MONTGOMERY, Ala. (AP) — A number of former judges and prosecutors — including two previous Alabama chief justices and a state attorney general — have joined those seeking a new trial for a death row inmate amid questions about his conviction more than 20 years ago.
Former Alabama Attorney General Bill Baxley, former Chief Justices Sonny Hornsby and Drayton Nabers, and several former judges and prosecutors have submitted briefs supporting a new trial for Toforest Johnson who was convicted of the 1995 murder of a deputy sheriff.
Baxley said he read about the case at the urging of his son — even though he said is usually skeptical of such innocence claims — and was astonished at what he found.
“My conclusion, beyond all shadow of doubt, is that this evidence should not have gone to a jury. It’s not sufficient to uphold conviction. My further conclusion is that the guy is not guilty. The guy is innocent,” Baxley said in a telephone interview with The Associated Press.
Johnson, 48, was convicted and sentenced to death for the murder of Jefferson County Deputy Sheriff William Hardy. Hardy was shot twice in the head while working off-duty security at a hotel in 1995. Johnson has maintained his innocence and said he was at a nightclub at the time of the shooting.
The key prosecution witness at the trial testified that, while eavesdropping on a phone call, she heard a man she believed was Johnson admitting to the crime. She was paid $5,000 for her testimony but the defense was not informed of the payment.
The former court officials are supporting Jefferson County District Attorney Danny Carr’s urging for a new trial. Carr wrote last year that he took no position on Johnson’s innocence or guilt but said there are concerns about his trial. He wrote that those include a key witness being paid a reward, a fact not mentioned at trial, and alibi witnesses place Johnson in another part of town at the time of the shooting.
Carr, who was elected in 2018, was not the district attorney during Johnson’s trial.
Attorneys representing Nabers, former Alabama Supreme Court Justice Ralph Cook and others wrote in a separate brief that, “this is an extraordinary and rare situation in which the evidence of constitutional violations and Mr. Johnson’s innocence is genuinely overwhelming.
The Innocence Project also filed a brief urging a new trial.
“If ever a case bore the hallmarks of a wrongful conviction, Toforest Johnson’s is it,” lawyers with the nonprofit legal organization wrote.
It said: “Inconsistent prosecutorial theories, a prosecution that depends on a single ‘earwitness’ identification — and a compensated earwitness at that — and later-expressed prosecutorial doubt about the strength of the case. Toforest Johnson’s case checks all of these boxes.”

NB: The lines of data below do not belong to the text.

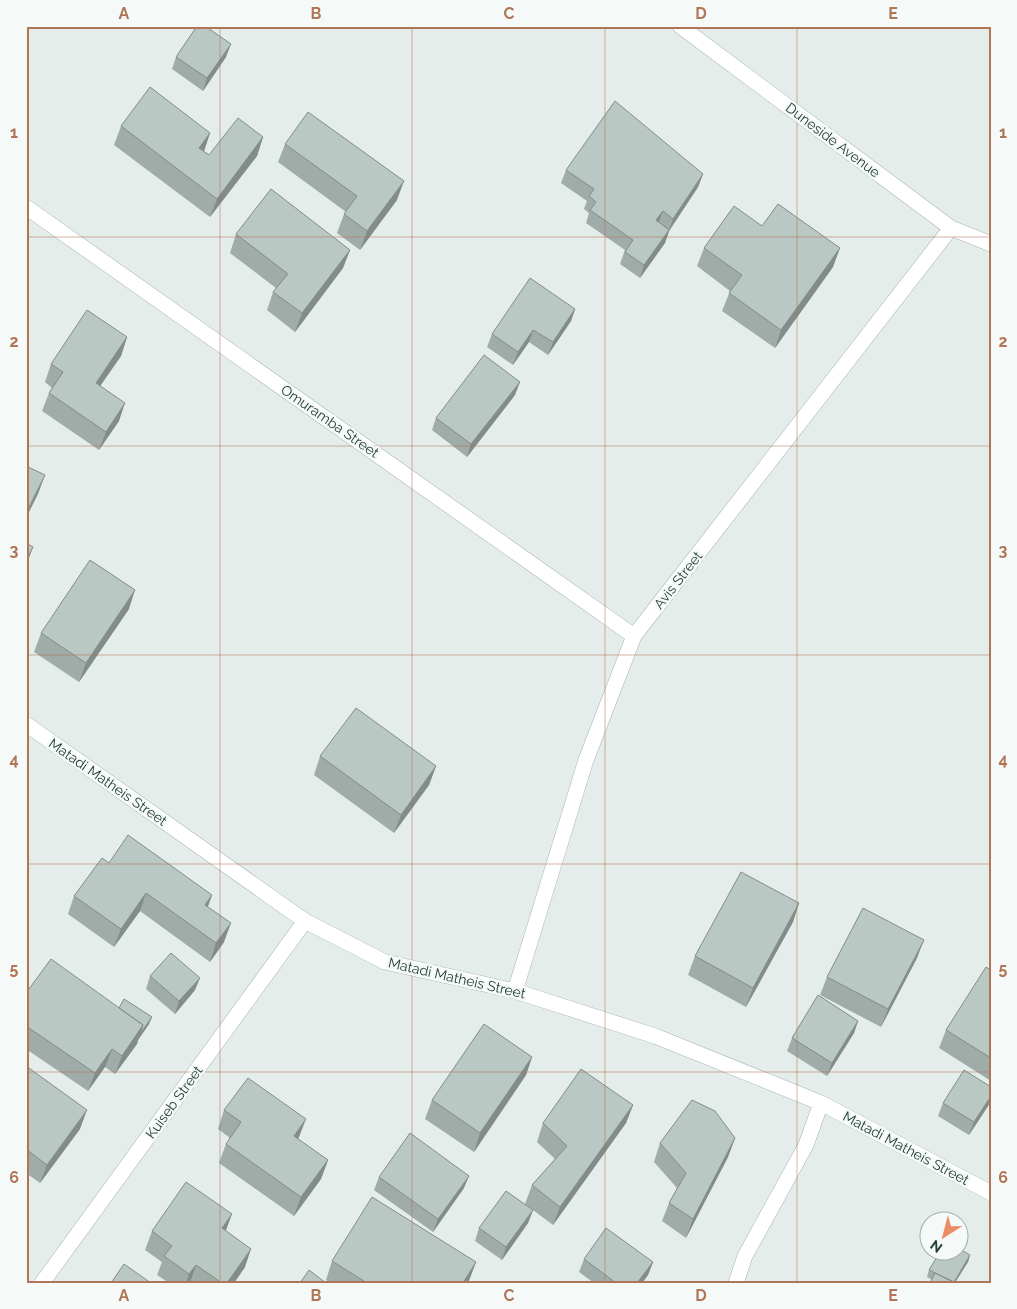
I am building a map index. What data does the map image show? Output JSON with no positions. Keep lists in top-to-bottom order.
{
  "streets": {
    "street": [
      "Duneside Avenue",
      "Omuramba Street",
      "Avis Street",
      "Matadi Matheis Street",
      "Kuiseb Street"
    ]
  },
  "crossings": [
    ["Duneside Avenue", "Avis Street"],
    ["Omuramba Street", "Avis Street"],
    ["Avis Street", "Matadi Matheis Street"],
    ["Matadi Matheis Street", "Kuiseb Street"]
  ],
  "north": "bottom left",
  "grid": {
    "columns": [
      "A",
      "B",
      "C",
      "D",
      "E"
    ],
    "rows": [
      "1",
      "2",
      "3",
      "4",
      "5",
      "6"
    ]
  }
}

The briefs were filed with Jefferson County Circuit Judge Teresa T. Pulliam who last March denied Johnson’s request for a new trial on the grounds of withheld evidence. Pulliam found that Johnson’s attorneys had not established that the witness, Violet Ellison, was motivated by the financial reward or that prosecutors knew about it.
The Alabama attorney general’s office declined to comment on the briefs Wednesday.

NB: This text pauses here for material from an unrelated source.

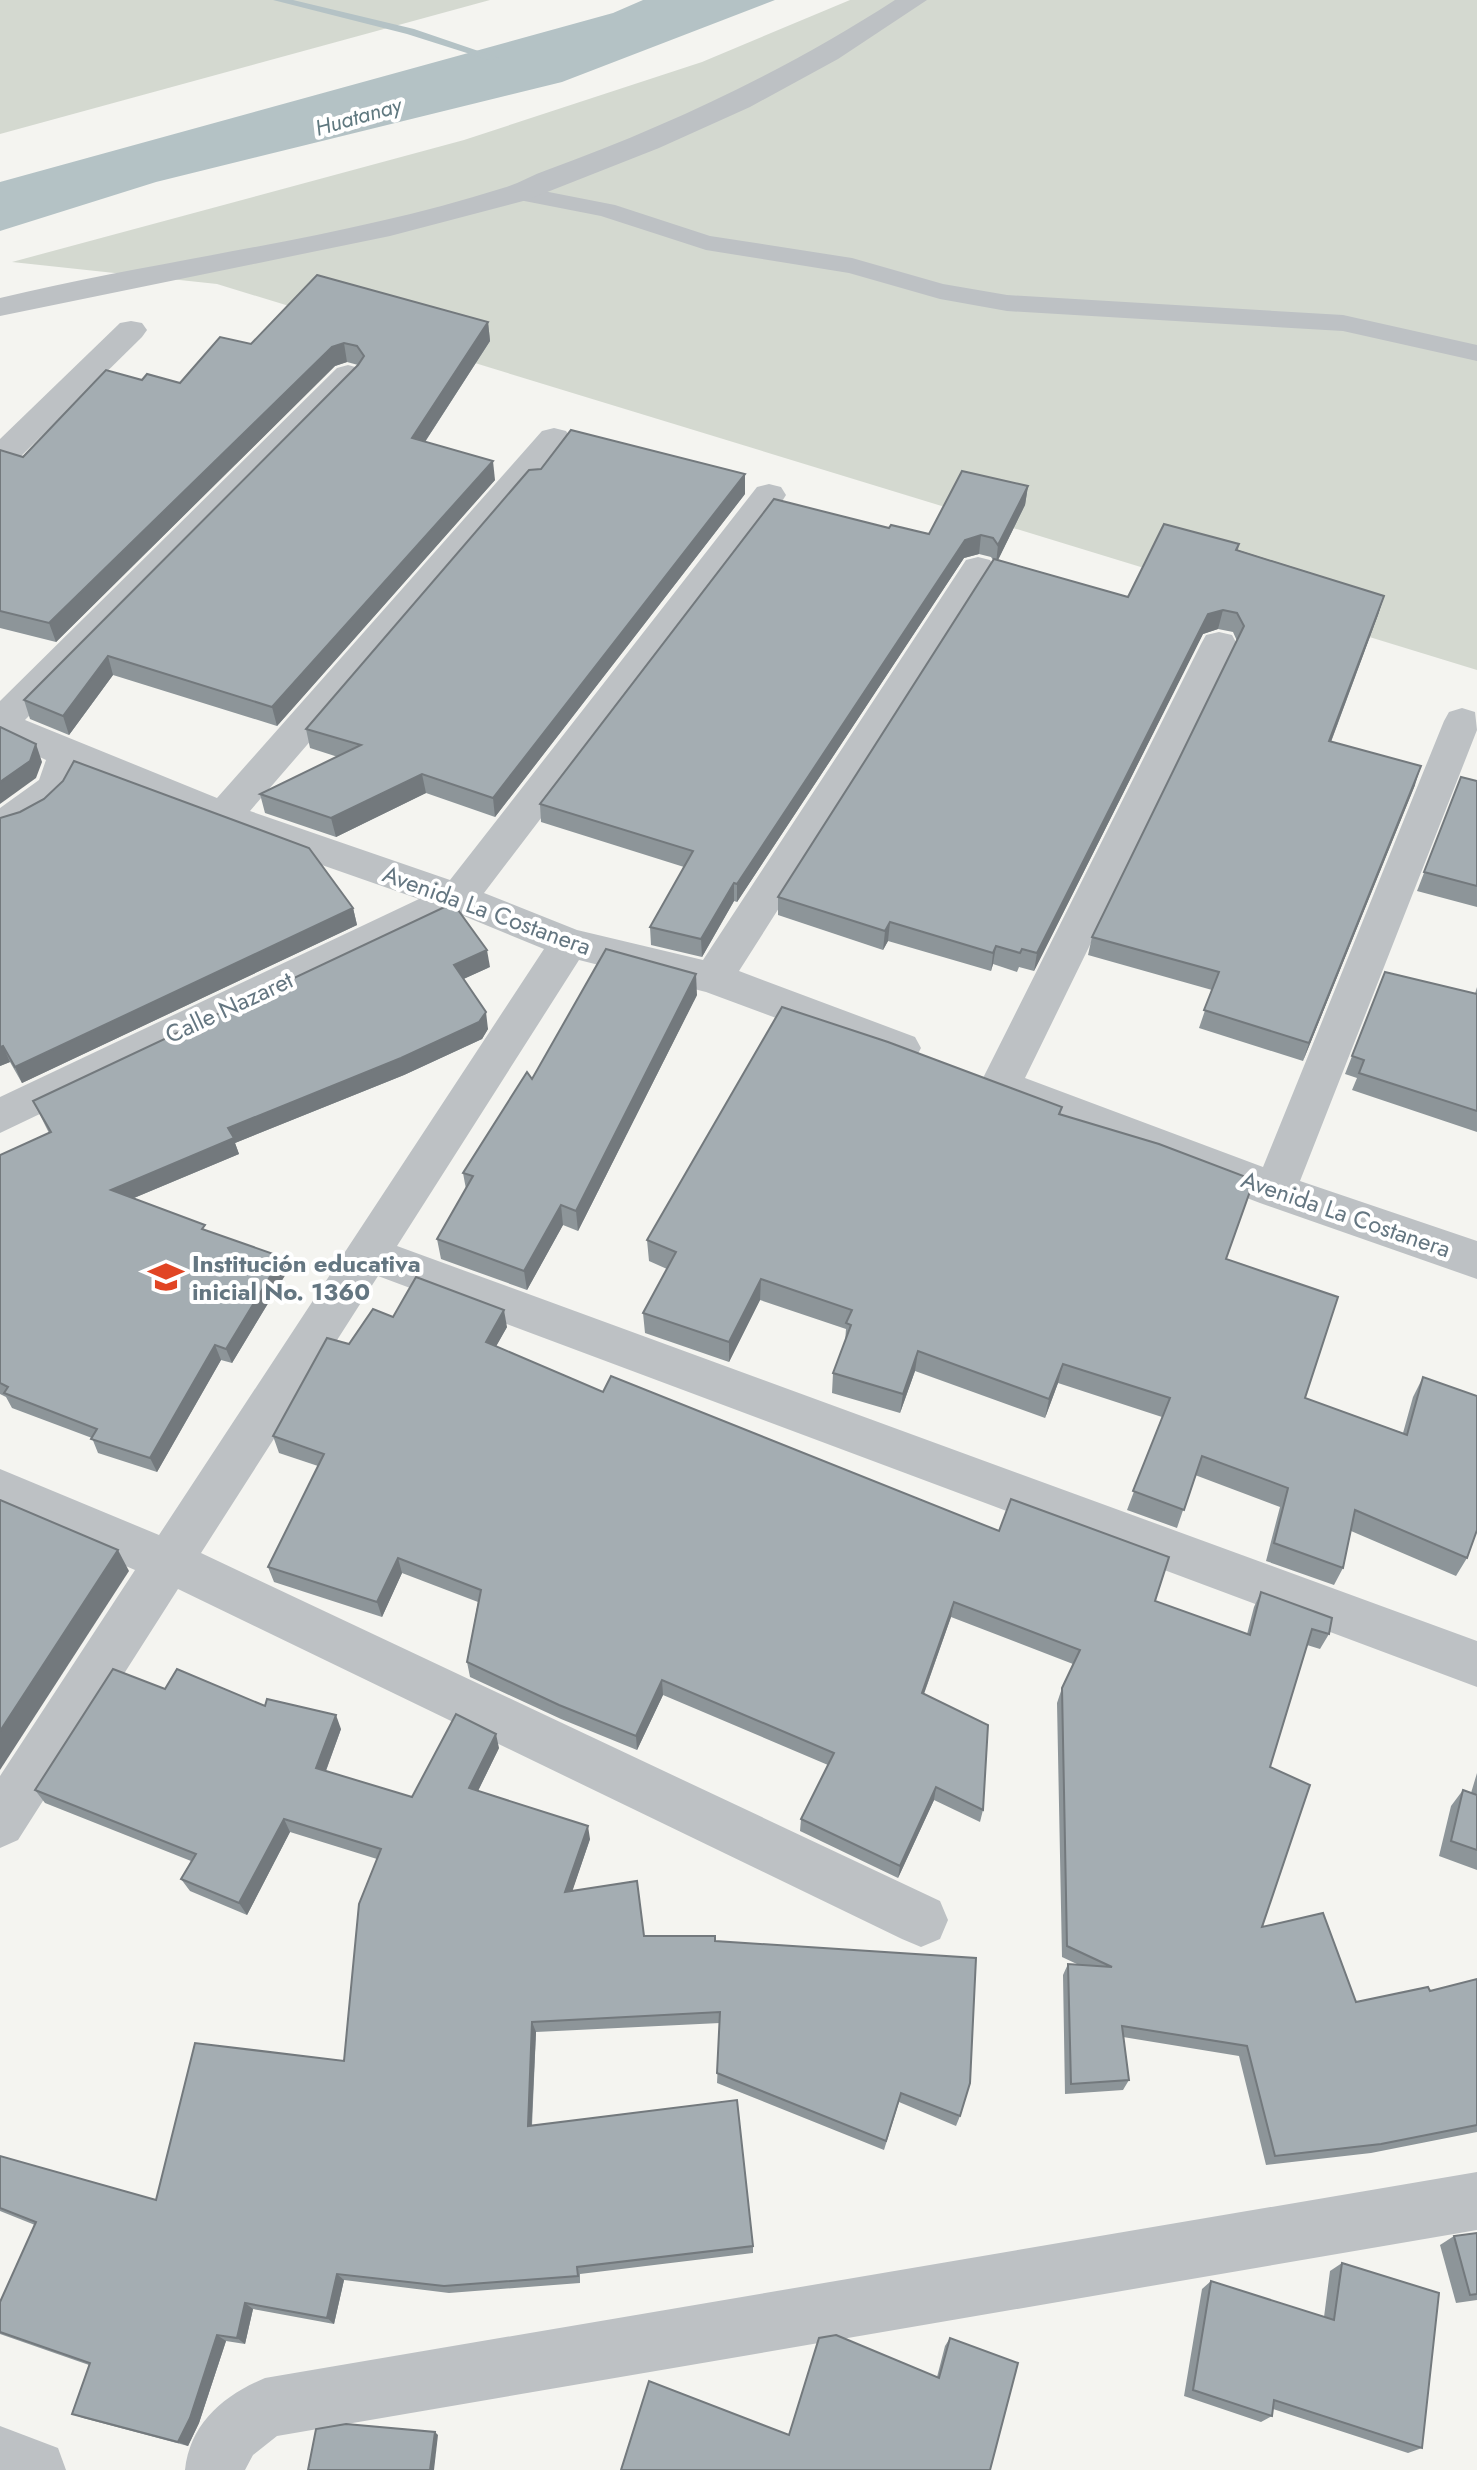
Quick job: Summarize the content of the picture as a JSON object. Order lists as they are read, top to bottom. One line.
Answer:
{"streets":{"street":["Avenida La Costanera","Calle Nazaret"]},"crossings":[["Avenida La Costanera","Calle Nazaret"]],"water":["Huatanay"],"places":{"school or university":["Institución educativa inicial No. 1360"]}}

The Alabama attorney general’s office wrote in a January court filing that Pulliam’s March decision is before the Court of Criminal Appeals so arguments on the latest new trial request must wait until that is settled.
Baxley, who was Alabama’s attorney general in much of the 1970s, helped lead the effort to bring capital punishment back to the state and said he remains a strong proponent of the death penalty.
“I believe in the death penalty. I can’t say that enough. But I have never known a person in the court system, or a law enforcement officer that would advocate or let an innocent person go to the electric chair or (be lethally injected)” Baxley said.